Using software • SAS will evaluate the least squares regression line but you have to know where to find them in the output • Residuals and predicted values are also printed • SAS program : regression.doc • the regression procedure is proc reg • We will do a deeper analysis of regression in chapter 10
Correlation and Regression • In correlation, X and Y are interchangeable, NOT so in regression. • Slope (b), depends on correlation (r) • R2—Coefficient of Determination • Square of correlation • Fraction of variation in y explained by LSR line • Higher R2 suggests better fit • Example: R2 = 0.6062 for NEA data • means that 60.62% of the unexplained variation in fat gain is explained by your fitted regression line with x = NEA.
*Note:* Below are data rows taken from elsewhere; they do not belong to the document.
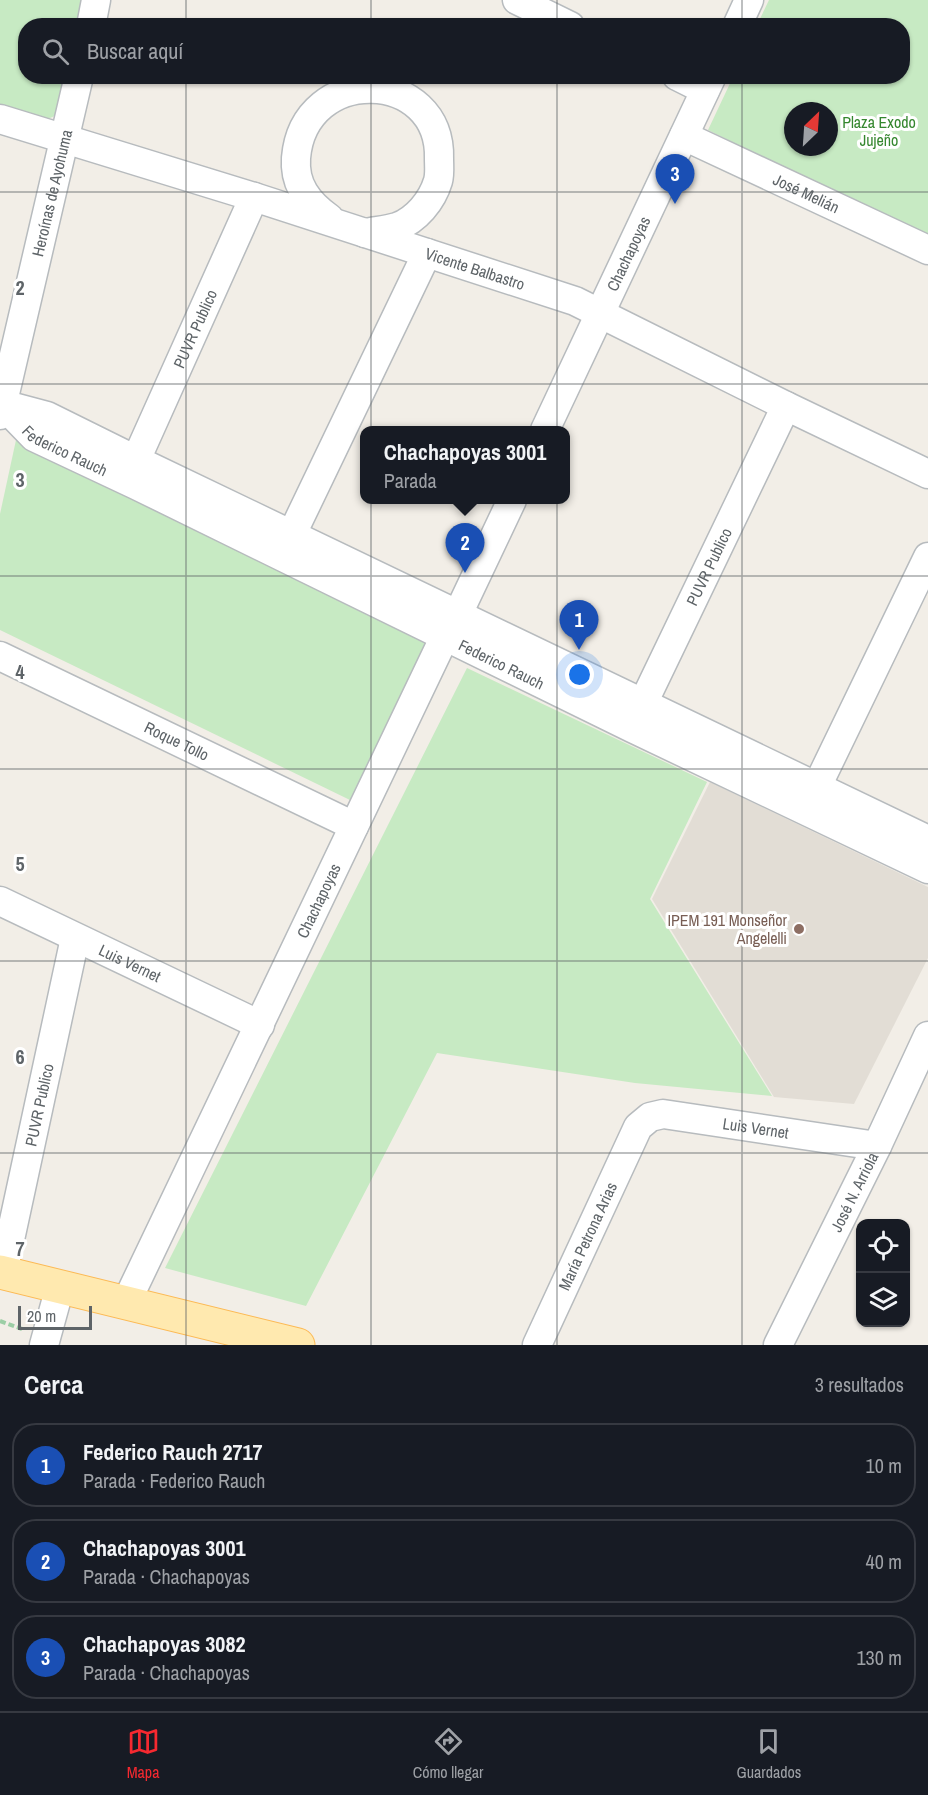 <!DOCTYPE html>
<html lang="es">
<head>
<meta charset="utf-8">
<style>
  :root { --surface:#171b24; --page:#242831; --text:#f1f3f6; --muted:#9ea1a6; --line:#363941; --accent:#f62930 }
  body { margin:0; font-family:"Archivo Narrow",sans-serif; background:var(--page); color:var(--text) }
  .controls { position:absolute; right:18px; bottom:18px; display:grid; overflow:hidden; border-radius:12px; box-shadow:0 2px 4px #0004 }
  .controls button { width:54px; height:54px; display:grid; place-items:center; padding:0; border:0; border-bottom:2px solid var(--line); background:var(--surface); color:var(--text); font:30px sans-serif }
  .compass { position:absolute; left:784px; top:102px; width:54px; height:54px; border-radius:50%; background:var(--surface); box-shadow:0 2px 4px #0004; rotate:25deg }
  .scale { position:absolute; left:18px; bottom:15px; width:74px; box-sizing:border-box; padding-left:6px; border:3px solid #5e6468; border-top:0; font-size:16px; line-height:21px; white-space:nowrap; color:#5e6468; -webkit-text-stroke:4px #fff; paint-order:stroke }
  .you { position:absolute; left:580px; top:675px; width:21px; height:21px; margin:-15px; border:4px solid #fff; border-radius:50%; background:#1a73e8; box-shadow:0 0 0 9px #1a73e833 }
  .badge { display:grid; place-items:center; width:39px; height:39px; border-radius:50%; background:var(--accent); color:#fff; font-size:20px; font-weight:700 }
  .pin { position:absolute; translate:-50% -50px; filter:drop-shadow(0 2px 3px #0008) }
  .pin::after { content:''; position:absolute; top:32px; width:21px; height:18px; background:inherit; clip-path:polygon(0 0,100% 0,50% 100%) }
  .popup { position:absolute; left:360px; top:426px; width:210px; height:78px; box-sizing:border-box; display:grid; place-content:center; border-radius:12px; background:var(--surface); filter:drop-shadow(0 2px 4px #0005); font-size:20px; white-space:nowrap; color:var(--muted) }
  .popup b { font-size:22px; color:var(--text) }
  .popup::after { content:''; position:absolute; left:50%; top:100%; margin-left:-12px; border:12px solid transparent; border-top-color:var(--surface) }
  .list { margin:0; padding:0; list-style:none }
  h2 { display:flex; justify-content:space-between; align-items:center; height:78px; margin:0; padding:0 24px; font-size:26px }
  h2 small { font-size:20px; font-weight:400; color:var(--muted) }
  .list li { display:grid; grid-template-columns:39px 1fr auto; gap:18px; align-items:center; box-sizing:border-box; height:84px; margin:0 12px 12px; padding:0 12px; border:2px solid var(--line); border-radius:24px }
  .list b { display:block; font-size:22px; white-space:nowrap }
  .list p { margin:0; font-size:20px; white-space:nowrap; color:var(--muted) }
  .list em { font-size:20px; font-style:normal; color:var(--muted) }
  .icon { flex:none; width:33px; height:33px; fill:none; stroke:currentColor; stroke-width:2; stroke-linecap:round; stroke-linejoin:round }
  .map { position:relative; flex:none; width:928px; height:1345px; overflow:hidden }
  .search { position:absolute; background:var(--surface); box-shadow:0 2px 4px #0004; left:18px; right:18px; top:18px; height:66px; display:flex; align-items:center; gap:15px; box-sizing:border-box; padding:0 21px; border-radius:24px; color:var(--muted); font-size:22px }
  .sheet { height:366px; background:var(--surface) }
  nav { display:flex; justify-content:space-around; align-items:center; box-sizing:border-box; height:84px; border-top:2px solid var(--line); background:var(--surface); font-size:16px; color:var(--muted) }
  nav a { display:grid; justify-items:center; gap:3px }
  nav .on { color:var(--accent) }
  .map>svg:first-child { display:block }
</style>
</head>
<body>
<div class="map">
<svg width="928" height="1345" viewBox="0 0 928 1345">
  <rect width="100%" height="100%" fill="#f2eee7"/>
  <polygon fill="#e2ddd5" points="710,782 928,887 928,958 854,1104 774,1097 652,899"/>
  <g fill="#c7eac3" fill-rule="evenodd">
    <polygon points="0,0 86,0 80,25 26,26 26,76 67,77 57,115 36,124 0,112"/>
    <path d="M769 0H928V239L708 130 733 77 902 76V26L757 25ZM793 111H829V147H793Z"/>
    <polygon points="16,440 430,643 350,800 0,630 0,514"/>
    <polygon points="467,668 707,782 650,899 772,1096 635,1083 437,1053 306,1306 165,1268"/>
  </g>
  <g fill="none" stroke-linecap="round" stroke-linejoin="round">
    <g stroke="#b7bbbe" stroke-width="31">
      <g id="minor">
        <polyline points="517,0 570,26"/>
        <polyline points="91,26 96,0"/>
        <polyline points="737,26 749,0"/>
        <polyline points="677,76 705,90"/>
        <path id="s1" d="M0 119 254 197 575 301 786 406 928 474"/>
        <path id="s2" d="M684 136 928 250"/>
        <path d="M329 218C308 203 294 185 296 158 304 63 442 68 439 159 439 166 440 174 438 181 432 201 416 220 397 227 387 230 375 231 365 233"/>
        <path id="s3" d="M0 415 79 76"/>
        <path id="s4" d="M545 430 712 76"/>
        <path id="s5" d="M136 460 254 197"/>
        <polyline points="292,534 427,253"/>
        <path id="s6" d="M0 656 354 826"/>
        <path id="s7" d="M636 718 786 406"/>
        <polyline points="809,803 928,557"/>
        <path id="s8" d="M928 840 136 460 47 416 2 404 34 437 136 485 632 728 928 869"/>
        <path id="s9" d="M0 901 260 1025"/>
        <path id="s10" d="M3 1272 75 938"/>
        <path id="s11" d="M126 1303 445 636 458 614 512 500"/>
        <polyline points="44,1345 60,1287"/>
        <path id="s12" d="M537 1345 638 1127 650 1117 663 1114 877 1146"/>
        <path id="s13" d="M778 1345 877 1146 928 1036"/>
      </g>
    </g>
    <g stroke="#fcba56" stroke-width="35">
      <polyline id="primary" points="0,1272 298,1345"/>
    </g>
    <polyline stroke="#9ccea5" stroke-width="4" stroke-dasharray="6 3" stroke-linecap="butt" points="0,1321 22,1329"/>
    <use href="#minor" stroke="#fff" stroke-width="28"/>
    <use href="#primary" stroke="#ffe9af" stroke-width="33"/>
  </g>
  <path fill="none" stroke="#5e6468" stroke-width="1.5" stroke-opacity="0.55" d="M186 0V26M371 0V26M557 0V26M742 0V26M186 76V1345M371 76V1345M557 76V1345M742 76V1345M0 192H928M0 384H928M0 576H928M0 769H928M0 961H928M0 1153H928"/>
  <circle fill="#8d6e63" stroke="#fff" stroke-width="2" cx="799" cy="929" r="6"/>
  <g text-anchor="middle" stroke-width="6" stroke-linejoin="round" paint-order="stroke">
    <g font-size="16" fill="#35872f" stroke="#fff">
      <text x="879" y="128">Plaza Exodo<tspan x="879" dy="18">Jujeño</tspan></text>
    </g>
    <g font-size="16" fill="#5e6468" stroke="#fff">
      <text dy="6" stroke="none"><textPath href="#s3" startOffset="228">Heroínas de Ayohuma</textPath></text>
      <text dy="6" stroke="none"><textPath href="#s2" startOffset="135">José Melián</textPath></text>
      <text dy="6" stroke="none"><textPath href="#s4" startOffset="195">Chachapoyas</textPath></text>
      <text dy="6" stroke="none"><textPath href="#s1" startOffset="498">Vicente Balbastro</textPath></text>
      <text dy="6" stroke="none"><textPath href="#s5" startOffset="144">PUVR Publico</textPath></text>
      <text dy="6" stroke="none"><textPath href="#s8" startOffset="1104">Federico Rauch</textPath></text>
      <text dy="6" stroke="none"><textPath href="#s7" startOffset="168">PUVR Publico</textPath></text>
      <text dy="6" stroke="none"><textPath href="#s8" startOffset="1590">Federico Rauch</textPath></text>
      <text dy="6" stroke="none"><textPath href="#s6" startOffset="196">Roque Tollo</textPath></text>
      <text dy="6" stroke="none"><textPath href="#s11" startOffset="446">Chachapoyas</textPath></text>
      <text dy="6" stroke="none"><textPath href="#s9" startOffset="144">Luis Vernet</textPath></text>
      <text dy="6" stroke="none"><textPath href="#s10" startOffset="171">PUVR Publico</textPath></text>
      <text dy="6" stroke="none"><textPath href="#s12" startOffset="363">Luis Vernet</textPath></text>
      <text dy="6" stroke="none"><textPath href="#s13" startOffset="171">José N. Arriola</textPath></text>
      <text dy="6" stroke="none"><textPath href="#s12" startOffset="120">María Petrona Arias</textPath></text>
    </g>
    <g font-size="16" fill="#785e54" stroke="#fff" text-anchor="end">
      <text x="787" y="926">IPEM 191 Monseñor<tspan x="787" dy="18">Angelelli</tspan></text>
    </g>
  </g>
  <g font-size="20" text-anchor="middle" font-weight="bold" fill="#5e6468" stroke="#fff" stroke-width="6" stroke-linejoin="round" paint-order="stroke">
    <text x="20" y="295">2</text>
    <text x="20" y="487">3</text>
    <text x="20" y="679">4</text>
    <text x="20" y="871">5</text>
    <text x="20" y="1064">6</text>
    <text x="20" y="1256">7</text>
  </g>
</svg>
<div class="controls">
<button><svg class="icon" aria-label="locate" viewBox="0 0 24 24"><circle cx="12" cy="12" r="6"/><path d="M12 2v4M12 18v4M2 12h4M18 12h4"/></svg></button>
<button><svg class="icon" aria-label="layers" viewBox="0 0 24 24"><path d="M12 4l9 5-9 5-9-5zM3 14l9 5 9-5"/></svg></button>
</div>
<svg class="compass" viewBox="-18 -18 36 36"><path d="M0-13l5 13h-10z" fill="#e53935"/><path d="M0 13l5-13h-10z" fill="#9ea1a6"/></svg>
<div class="scale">20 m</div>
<div class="you"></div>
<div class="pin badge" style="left:579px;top:650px;background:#1a4fb4">1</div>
<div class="pin badge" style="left:465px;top:573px;background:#1a4fb4">2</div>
<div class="popup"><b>Chachapoyas 3001</b>Parada</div>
<div class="pin badge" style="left:675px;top:204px;background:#1a4fb4">3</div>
<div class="search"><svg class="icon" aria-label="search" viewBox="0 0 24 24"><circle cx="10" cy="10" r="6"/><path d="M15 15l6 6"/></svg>Buscar aquí</div>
</div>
<section class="sheet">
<h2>Cerca<small>3 resultados</small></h2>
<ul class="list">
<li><span class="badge" style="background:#1a4fb4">1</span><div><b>Federico Rauch 2717</b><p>Parada · Federico Rauch</p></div><em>10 m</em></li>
<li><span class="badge" style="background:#1a4fb4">2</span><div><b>Chachapoyas 3001</b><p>Parada · Chachapoyas</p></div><em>40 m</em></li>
<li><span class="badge" style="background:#1a4fb4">3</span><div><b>Chachapoyas 3082</b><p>Parada · Chachapoyas</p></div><em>130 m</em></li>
</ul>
</section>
<nav>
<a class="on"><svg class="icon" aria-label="map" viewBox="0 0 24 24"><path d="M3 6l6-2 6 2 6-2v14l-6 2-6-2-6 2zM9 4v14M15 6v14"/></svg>Mapa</a>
<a><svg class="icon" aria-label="directions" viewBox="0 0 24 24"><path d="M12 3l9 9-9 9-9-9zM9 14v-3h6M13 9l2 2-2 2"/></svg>Cómo llegar</a>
<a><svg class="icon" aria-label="saved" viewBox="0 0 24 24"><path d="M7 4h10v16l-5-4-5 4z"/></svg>Guardados</a>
</nav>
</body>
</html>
R2—another example • Explains the part of the variation of y which comes from the linear relationship between y and x. In this case between Height and Age. less spread tight fit R2 = 0.989 more scatter more error in prediction R2 = 0.849
2.4 Caveats about correlation & regression • Residuals can tell us whether we have a good fit • Residual = observed y - predicted y • Residual plot: plot of residuals vs x • Used to assess the fit of regression line • Residuals add up to zero and have a mean of zero • Thus, a fit is considered good if the plot shows a random spread of points about the zero line but without any definitive pattern
Residual plot • Scatterplot of residuals against explanatory variable • Helps assess the fit of regression line
Outliers and influential observations • Outliers: Lies outside the pattern of other observations • Y-outliers: large residual • X-outliers: often influential in regression • Influential points: Deleting this point changes your statistical analysis drastically • pull the regression line towards themselves • Least squares regression is NOT robust to presence of outliers
Example: Gesell data • r = 0.4819 • Subject 15: • Y-outlier • Far from line • High residual • Subject 18: • X-outlier • Close to line • Small residual
Example: Gesell data • r = 0.4819 • Drop 15: • r = 0.5684 • Drop 18: • r = 0.3837 • Both have some influence, but neither seems excessive
Causation • Association does not imply causation! • An association between x and y, even if it is very strong, is not itself good evidence that changes in x actually cause changes in y. • Causation: Variable X directly causes a change in Variable Y • Example: • X = plant food • Y = plant’s growth
Common Response • Other variables may affect the relationship between X and Y • Beware of lurking variables • Example: for children, • X = height • Y = Math Score • Z = Age
Confounding • Other variables may affect the relationship between X and Y • Can’t separate effects of X and Z on Y • Example: • X = number years of education • Y = income • Z = ??